Pablo Esteban O'Higgins (born Paul Higgins Stevenson; March 1, 1904 - July 16, 1983) was an American-Mexican artist, muralist and illustrator.

Early life and education 
Born in Salt Lake City, Utah, O'Higgins was raised there and in San Diego, California. In 1922 he abandoned his first career as a pianist and entered the Academy of Arts in San Diego. 

Within two years he'd become a student of Diego Rivera, assisting Rivera on his murals at the National School of Agriculture at Chapingo, and the Public Education Secretariat.

Mexico and murals 
Like Rivera, O'Higgins became an active member of the Mexican Communist Party.
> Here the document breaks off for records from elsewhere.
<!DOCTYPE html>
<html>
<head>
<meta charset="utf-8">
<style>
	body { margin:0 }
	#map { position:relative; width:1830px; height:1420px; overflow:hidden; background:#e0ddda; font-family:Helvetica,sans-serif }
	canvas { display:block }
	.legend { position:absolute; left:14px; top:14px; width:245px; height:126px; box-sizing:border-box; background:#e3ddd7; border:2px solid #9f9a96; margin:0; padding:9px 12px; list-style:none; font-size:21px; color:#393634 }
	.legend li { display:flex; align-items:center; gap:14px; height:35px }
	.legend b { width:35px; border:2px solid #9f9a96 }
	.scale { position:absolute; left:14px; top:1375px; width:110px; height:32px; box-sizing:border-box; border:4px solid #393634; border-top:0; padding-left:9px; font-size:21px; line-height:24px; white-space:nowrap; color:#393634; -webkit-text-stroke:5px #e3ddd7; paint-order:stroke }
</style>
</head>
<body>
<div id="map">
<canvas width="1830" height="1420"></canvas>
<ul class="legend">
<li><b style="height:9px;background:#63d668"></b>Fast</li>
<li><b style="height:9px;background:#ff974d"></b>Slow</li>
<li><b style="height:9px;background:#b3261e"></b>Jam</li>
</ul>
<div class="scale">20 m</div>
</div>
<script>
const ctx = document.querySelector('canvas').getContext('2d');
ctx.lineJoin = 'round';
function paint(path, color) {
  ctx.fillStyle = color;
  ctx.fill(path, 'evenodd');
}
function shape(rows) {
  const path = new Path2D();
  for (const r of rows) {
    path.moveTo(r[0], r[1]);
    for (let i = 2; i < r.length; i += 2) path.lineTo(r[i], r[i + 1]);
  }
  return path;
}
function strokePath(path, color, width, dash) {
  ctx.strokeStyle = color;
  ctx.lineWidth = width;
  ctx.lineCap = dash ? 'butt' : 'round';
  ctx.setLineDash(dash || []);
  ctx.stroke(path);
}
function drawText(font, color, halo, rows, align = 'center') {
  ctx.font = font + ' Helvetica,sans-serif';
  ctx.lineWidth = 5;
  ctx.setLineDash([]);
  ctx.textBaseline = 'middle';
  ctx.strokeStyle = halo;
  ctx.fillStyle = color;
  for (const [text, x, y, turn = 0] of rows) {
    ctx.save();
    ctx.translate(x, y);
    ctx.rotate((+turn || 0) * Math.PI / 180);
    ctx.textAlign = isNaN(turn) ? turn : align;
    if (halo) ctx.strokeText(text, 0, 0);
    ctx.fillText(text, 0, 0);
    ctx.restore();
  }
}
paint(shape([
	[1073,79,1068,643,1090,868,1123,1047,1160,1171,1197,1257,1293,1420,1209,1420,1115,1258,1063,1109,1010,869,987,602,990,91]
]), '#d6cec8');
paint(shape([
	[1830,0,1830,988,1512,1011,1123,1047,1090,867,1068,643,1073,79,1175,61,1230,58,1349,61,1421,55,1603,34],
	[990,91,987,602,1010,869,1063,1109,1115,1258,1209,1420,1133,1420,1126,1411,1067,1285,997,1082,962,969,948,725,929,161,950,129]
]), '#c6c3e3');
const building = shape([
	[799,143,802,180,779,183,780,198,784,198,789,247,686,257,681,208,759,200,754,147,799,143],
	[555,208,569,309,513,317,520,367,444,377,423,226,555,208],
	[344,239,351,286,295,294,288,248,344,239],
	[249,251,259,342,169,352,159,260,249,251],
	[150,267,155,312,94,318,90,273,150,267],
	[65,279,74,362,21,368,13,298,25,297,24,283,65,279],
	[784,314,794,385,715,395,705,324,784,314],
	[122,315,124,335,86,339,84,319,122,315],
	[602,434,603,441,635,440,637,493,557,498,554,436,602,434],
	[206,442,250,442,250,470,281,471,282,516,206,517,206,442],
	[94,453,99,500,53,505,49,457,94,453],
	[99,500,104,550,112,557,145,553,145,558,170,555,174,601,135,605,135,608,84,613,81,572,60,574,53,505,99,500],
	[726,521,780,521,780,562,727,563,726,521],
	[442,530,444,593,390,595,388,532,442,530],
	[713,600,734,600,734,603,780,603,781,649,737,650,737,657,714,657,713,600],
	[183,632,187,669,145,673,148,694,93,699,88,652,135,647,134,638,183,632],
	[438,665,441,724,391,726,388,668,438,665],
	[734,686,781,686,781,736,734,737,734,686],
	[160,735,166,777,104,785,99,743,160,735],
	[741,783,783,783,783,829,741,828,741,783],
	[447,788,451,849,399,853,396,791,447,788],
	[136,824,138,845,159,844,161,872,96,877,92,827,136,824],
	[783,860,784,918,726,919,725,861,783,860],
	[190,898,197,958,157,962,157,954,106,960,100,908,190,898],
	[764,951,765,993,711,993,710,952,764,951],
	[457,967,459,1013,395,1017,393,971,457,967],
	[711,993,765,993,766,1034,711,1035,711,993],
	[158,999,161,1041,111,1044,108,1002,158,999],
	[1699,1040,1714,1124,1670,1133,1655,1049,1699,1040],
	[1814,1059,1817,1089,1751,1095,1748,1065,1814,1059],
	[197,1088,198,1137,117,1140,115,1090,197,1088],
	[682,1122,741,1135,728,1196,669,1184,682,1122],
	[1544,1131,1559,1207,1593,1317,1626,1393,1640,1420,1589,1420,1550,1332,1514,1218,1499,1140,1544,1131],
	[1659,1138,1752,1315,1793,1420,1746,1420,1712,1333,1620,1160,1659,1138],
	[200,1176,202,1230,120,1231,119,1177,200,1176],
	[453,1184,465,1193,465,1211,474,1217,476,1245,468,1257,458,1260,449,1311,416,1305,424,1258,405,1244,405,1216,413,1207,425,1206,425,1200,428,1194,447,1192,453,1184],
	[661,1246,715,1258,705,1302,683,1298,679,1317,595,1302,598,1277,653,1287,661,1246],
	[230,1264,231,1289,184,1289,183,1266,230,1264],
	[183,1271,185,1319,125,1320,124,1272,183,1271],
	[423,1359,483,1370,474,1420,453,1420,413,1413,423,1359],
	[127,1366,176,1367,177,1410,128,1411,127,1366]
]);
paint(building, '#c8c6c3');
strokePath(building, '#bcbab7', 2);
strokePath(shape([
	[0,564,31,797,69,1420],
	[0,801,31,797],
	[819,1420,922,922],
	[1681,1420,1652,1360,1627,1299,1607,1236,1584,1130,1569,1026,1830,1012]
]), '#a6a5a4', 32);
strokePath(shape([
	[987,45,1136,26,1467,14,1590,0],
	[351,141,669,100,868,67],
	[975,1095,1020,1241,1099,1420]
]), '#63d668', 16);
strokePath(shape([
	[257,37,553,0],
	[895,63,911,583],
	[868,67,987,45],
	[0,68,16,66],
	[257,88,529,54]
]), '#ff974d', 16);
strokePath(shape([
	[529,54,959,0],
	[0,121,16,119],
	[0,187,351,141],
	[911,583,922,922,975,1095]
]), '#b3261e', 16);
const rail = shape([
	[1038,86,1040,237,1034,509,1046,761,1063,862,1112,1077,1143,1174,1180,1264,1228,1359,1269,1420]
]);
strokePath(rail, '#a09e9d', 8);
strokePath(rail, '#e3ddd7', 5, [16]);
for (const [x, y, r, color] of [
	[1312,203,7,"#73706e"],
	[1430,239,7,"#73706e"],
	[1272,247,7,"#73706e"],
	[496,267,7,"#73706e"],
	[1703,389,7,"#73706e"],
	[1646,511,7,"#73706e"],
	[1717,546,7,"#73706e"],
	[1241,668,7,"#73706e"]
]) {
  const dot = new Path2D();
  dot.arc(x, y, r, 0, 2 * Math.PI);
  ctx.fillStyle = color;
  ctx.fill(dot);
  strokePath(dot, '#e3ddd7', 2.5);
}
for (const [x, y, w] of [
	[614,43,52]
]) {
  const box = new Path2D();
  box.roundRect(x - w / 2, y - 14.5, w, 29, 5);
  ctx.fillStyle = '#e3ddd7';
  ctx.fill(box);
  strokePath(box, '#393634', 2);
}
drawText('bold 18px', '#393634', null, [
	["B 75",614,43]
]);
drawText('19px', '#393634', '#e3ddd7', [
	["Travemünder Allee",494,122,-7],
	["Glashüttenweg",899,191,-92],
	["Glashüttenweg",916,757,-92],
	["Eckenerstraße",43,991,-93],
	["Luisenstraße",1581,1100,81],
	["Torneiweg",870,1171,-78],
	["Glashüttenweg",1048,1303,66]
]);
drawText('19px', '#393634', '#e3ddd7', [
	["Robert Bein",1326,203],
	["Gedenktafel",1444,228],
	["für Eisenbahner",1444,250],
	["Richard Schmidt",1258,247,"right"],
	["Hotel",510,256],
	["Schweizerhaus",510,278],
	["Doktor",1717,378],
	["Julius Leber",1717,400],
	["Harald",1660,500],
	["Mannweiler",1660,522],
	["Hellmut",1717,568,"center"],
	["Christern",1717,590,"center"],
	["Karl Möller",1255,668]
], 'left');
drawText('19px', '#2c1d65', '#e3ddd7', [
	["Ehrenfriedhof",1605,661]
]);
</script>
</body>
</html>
He immigrated to Mexico permanently in 1924, joined the party in 1927, and maintained his party membership until 1947. His political illustrations for the Daily Worker won him a year's study at the Academy of Art in Moscow on a Soviet Scholarship in 1933.

In 1937, O'Higgins was the co-founder, with fellow artists Leopoldo Méndez and Luis Arenal, of the Taller de Gráfica Popular ("People's Graphic Workshop"). The Taller became inspiration to many politically active leftist artists; for example, American expressionist painter Byron Randall went on to found similar artist collectives after becoming an associate member. In May 1940 O'Higgins had the honor of being the only non-native Mexican artist with work included in the seminal "Twenty Centuries of Mexican Art" exhibit organized by the Museum of Modern Art.

In 1961 O'Higgins was awarded honorary Mexican citizenship for "his contributions to the national arts and education". One of his murals can be seen at the Abelardo L. Rodriguez Market, Mexico City. 

His 1945 mural for the Ship Scalers Union Hall in Seattle is installed in Kane Hall at the University of Washington in Seattle. The mural depicts Seattle's Ship Scalers Union's (SSU) history as a strongly anti-racist, anti-discriminatory, and progressive force in social politics.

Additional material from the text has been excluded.